— Information —

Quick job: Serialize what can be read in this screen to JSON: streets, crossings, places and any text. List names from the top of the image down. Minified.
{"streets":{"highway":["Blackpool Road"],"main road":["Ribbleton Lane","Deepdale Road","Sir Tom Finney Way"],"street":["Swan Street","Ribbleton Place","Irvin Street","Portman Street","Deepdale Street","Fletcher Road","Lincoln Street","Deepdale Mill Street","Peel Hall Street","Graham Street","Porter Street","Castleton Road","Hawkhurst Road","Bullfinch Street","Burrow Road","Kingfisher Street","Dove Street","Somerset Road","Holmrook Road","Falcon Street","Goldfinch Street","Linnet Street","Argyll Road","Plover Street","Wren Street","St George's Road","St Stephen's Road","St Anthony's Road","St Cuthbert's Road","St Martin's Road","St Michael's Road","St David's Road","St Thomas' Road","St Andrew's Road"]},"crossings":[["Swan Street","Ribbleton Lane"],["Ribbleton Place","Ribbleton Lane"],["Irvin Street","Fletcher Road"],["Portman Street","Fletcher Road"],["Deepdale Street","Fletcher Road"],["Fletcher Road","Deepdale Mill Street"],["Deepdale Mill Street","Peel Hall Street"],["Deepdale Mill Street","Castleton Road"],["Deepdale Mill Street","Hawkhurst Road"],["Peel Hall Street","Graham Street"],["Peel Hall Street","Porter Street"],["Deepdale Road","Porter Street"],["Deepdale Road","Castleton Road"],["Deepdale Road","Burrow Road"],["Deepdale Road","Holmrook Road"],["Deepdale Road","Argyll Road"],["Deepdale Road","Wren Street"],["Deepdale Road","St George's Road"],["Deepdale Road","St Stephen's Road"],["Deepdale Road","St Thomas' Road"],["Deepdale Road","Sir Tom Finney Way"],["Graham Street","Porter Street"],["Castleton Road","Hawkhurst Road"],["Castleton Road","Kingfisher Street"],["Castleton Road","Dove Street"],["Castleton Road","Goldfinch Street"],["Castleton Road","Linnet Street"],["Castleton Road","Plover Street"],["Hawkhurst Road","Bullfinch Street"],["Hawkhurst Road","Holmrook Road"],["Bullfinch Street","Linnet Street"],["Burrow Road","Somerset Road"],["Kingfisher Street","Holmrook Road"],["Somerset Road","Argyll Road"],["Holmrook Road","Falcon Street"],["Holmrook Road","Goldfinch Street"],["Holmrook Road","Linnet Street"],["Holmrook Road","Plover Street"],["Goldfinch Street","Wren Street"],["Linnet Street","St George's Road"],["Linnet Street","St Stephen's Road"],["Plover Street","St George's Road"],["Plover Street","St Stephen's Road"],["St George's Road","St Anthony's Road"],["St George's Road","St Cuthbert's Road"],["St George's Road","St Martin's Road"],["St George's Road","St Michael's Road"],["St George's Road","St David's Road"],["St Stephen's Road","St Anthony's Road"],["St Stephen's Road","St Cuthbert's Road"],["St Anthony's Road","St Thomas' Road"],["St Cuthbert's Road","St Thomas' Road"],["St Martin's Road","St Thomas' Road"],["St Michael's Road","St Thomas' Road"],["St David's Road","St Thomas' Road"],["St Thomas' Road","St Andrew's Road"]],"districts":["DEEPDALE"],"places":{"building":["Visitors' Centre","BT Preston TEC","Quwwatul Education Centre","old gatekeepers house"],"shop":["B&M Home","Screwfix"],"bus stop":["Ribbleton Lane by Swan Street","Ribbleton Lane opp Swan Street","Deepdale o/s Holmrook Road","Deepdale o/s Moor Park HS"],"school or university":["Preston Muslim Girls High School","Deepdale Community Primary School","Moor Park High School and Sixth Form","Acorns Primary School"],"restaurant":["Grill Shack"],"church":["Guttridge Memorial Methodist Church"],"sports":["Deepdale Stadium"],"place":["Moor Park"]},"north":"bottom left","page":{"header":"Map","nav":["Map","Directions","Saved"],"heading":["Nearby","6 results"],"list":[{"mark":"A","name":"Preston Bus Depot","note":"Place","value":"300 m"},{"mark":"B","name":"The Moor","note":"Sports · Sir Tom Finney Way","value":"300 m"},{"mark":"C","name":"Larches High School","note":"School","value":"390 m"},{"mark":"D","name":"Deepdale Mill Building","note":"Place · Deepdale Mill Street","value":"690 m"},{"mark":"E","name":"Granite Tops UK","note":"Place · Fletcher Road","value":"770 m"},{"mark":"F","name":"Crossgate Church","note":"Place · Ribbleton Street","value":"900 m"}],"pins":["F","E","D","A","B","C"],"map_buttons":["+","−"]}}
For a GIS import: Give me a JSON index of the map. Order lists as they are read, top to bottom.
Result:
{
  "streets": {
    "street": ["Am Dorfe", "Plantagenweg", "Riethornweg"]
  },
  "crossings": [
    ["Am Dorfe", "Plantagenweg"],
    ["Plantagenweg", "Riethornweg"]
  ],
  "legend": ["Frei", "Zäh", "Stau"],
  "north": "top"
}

— Your objective —
For this exercise, the answer is the lines from the one containing "For a GIS import: Give" through the end of the listing above, reproduced exactly.

— Problem solution —
For a GIS import: Give me a JSON index of the map. Order lists as they are read, top to bottom.
Result:
{
  "streets": {
    "street": ["Am Dorfe", "Plantagenweg", "Riethornweg"]
  },
  "crossings": [
    ["Am Dorfe", "Plantagenweg"],
    ["Plantagenweg", "Riethornweg"]
  ],
  "legend": ["Frei", "Zäh", "Stau"],
  "north": "top"
}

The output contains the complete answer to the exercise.